#### Data extract

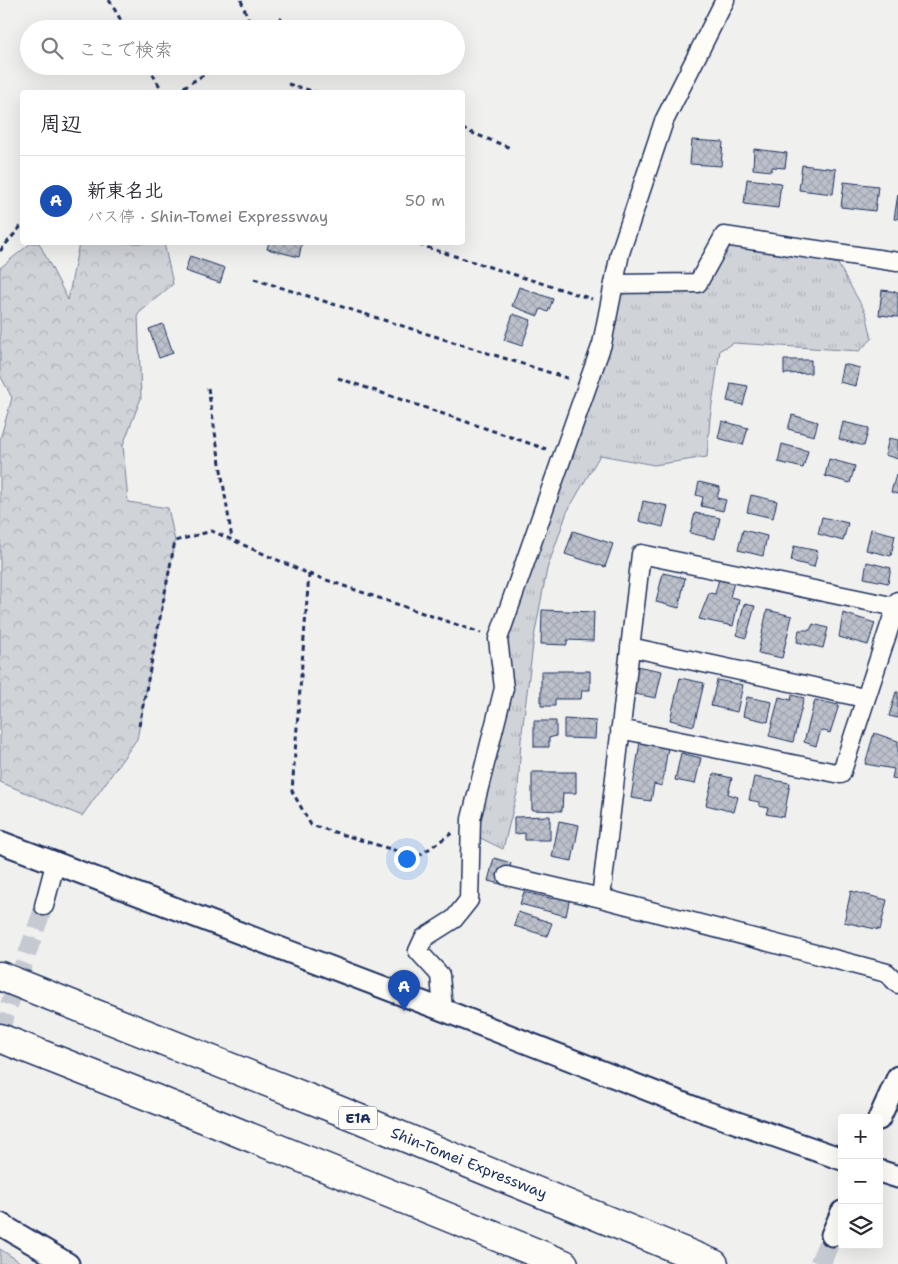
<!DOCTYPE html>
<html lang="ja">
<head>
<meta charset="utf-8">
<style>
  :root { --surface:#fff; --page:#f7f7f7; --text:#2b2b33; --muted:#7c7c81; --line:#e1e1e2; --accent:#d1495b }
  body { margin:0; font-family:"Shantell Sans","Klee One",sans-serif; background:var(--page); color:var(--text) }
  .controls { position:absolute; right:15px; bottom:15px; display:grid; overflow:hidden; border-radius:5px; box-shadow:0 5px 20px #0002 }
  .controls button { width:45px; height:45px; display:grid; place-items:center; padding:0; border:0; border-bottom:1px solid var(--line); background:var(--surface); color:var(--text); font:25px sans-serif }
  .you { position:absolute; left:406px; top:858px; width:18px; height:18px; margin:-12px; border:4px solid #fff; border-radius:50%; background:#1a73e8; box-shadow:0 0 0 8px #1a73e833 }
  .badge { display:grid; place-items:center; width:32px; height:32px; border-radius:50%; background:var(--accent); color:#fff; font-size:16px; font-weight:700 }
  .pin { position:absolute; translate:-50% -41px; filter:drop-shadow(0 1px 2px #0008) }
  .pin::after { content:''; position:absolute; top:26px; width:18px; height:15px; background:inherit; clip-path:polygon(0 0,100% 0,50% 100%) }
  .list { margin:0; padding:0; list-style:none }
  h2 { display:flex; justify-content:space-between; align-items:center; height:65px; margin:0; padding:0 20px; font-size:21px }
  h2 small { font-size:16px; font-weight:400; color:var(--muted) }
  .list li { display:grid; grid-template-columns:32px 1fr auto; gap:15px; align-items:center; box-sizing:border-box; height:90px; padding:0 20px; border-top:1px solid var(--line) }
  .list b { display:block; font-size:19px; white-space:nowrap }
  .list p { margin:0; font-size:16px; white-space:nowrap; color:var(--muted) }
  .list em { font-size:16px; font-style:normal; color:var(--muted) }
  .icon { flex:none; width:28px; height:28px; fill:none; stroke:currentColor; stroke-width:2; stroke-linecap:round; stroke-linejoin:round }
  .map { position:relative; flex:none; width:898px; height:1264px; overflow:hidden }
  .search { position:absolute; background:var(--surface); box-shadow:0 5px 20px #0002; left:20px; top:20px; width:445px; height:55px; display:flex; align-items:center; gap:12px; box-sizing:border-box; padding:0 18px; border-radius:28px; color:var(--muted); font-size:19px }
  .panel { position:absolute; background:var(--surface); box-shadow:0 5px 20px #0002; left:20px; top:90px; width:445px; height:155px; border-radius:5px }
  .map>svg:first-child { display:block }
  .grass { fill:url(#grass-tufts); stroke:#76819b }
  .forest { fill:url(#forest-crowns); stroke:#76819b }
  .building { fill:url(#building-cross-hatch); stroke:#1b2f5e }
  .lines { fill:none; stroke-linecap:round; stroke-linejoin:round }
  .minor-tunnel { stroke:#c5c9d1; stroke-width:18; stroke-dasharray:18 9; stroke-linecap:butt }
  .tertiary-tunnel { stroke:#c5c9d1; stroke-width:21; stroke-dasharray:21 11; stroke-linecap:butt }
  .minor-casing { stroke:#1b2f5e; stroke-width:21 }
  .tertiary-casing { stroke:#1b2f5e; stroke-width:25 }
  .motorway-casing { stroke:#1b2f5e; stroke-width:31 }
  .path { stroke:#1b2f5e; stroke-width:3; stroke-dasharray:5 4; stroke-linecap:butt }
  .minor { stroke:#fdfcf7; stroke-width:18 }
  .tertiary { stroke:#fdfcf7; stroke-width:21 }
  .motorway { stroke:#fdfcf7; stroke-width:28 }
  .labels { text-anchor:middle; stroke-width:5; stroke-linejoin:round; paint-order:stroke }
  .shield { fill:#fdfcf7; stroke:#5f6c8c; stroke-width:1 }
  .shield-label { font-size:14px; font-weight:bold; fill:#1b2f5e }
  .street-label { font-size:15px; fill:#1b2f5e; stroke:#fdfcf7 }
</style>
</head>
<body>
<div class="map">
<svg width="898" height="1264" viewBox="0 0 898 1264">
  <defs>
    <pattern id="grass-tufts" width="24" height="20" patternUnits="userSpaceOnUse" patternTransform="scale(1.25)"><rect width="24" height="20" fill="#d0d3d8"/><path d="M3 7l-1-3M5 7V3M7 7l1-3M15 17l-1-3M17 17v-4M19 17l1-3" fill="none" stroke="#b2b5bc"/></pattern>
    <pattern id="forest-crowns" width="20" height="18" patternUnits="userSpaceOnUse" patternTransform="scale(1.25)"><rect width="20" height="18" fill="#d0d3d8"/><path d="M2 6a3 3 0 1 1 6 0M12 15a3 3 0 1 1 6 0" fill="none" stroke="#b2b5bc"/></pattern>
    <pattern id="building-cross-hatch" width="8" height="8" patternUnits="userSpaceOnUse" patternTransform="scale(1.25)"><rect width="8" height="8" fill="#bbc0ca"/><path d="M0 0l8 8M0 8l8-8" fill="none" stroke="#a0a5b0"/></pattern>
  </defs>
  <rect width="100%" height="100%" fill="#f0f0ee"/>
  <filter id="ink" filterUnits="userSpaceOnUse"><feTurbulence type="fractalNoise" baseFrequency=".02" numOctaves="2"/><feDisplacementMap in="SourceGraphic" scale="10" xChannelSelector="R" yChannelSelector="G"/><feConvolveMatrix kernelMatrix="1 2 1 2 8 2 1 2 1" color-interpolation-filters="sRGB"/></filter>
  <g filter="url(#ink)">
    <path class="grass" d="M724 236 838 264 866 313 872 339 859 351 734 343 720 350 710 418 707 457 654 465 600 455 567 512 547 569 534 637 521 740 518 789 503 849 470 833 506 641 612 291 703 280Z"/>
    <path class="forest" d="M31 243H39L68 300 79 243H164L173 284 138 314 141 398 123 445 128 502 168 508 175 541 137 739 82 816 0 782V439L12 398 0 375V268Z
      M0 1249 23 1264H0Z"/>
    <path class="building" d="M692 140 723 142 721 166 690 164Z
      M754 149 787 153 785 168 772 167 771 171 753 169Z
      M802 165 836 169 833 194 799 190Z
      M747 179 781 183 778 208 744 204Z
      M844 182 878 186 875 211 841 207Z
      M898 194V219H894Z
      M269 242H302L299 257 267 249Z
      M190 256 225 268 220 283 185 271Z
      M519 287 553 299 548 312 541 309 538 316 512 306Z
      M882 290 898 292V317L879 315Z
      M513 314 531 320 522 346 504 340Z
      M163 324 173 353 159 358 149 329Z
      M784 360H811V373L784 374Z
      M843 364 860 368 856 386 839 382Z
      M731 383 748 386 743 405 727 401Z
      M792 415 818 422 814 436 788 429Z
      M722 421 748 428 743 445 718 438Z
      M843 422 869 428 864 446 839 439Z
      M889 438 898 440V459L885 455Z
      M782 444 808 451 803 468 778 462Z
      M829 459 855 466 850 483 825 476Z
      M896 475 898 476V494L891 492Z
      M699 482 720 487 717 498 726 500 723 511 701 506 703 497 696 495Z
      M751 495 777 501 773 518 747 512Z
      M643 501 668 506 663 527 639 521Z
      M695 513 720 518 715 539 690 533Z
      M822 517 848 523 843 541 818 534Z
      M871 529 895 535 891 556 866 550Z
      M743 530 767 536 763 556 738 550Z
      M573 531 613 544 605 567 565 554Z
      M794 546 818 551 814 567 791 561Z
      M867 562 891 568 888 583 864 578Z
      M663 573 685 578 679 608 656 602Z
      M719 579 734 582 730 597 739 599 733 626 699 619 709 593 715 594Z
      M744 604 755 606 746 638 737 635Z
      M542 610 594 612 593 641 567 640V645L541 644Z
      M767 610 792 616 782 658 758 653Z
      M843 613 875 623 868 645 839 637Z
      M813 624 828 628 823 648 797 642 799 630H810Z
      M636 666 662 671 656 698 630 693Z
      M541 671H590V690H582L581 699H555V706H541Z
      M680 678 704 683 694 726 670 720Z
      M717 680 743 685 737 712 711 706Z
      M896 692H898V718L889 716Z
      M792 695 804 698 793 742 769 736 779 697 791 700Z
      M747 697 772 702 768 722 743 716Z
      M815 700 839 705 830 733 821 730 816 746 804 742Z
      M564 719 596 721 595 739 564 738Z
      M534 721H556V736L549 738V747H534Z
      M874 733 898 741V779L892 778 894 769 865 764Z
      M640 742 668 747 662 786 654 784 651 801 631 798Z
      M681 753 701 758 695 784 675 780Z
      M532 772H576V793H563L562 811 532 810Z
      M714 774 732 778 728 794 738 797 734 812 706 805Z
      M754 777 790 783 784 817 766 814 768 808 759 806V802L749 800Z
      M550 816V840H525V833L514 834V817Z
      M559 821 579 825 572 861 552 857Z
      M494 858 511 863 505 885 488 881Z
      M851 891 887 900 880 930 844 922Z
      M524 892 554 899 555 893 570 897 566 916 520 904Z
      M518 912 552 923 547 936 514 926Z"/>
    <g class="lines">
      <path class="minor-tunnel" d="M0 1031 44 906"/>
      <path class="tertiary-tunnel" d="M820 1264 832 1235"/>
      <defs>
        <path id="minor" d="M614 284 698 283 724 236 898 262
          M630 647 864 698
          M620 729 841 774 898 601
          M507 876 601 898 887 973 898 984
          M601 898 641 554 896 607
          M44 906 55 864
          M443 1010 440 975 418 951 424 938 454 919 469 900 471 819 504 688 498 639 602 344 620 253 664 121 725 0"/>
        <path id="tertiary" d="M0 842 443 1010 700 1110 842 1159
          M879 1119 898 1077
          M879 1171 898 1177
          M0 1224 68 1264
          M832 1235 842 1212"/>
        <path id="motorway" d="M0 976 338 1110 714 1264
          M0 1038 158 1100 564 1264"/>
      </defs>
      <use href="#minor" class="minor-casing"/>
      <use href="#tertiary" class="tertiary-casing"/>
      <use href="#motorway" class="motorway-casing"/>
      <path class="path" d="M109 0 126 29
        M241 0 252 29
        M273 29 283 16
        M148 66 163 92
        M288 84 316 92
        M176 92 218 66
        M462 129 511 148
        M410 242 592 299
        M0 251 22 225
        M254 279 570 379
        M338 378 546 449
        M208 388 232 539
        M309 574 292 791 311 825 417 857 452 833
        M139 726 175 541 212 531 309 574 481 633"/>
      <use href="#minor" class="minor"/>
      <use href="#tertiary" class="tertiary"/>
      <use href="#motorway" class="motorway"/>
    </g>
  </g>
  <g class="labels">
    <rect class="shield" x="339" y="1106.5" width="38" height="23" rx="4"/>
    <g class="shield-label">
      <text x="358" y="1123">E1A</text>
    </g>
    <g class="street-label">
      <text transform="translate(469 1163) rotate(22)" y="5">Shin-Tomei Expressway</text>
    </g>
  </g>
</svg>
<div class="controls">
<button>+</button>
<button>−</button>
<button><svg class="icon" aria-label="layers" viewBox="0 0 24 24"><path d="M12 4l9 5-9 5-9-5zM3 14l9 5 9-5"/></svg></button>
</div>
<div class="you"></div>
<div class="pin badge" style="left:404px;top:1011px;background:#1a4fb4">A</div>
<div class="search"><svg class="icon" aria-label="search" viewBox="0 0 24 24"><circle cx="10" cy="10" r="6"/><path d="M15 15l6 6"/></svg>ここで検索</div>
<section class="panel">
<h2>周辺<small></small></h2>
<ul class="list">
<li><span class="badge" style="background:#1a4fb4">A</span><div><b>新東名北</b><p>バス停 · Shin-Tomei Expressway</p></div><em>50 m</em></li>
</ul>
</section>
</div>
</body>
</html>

#### The problem
Within the material above, the line with "M494 858 511 863 505 885 488 881Z" opens the range and the line with "M462 129 511 148" closes it; reproduce that range word for word.

#### Reply
      M494 858 511 863 505 885 488 881Z
      M851 891 887 900 880 930 844 922Z
      M524 892 554 899 555 893 570 897 566 916 520 904Z
      M518 912 552 923 547 936 514 926Z"/>
    <g class="lines">
      <path class="minor-tunnel" d="M0 1031 44 906"/>
      <path class="tertiary-tunnel" d="M820 1264 832 1235"/>
      <defs>
        <path id="minor" d="M614 284 698 283 724 236 898 262
          M630 647 864 698
          M620 729 841 774 898 601
          M507 876 601 898 887 973 898 984
          M601 898 641 554 896 607
          M44 906 55 864
          M443 1010 440 975 418 951 424 938 454 919 469 900 471 819 504 688 498 639 602 344 620 253 664 121 725 0"/>
        <path id="tertiary" d="M0 842 443 1010 700 1110 842 1159
          M879 1119 898 1077
          M879 1171 898 1177
          M0 1224 68 1264
          M832 1235 842 1212"/>
        <path id="motorway" d="M0 976 338 1110 714 1264
          M0 1038 158 1100 564 1264"/>
      </defs>
      <use href="#minor" class="minor-casing"/>
      <use href="#tertiary" class="tertiary-casing"/>
      <use href="#motorway" class="motorway-casing"/>
      <path class="path" d="M109 0 126 29
        M241 0 252 29
        M273 29 283 16
        M148 66 163 92
        M288 84 316 92
        M176 92 218 66
        M462 129 511 148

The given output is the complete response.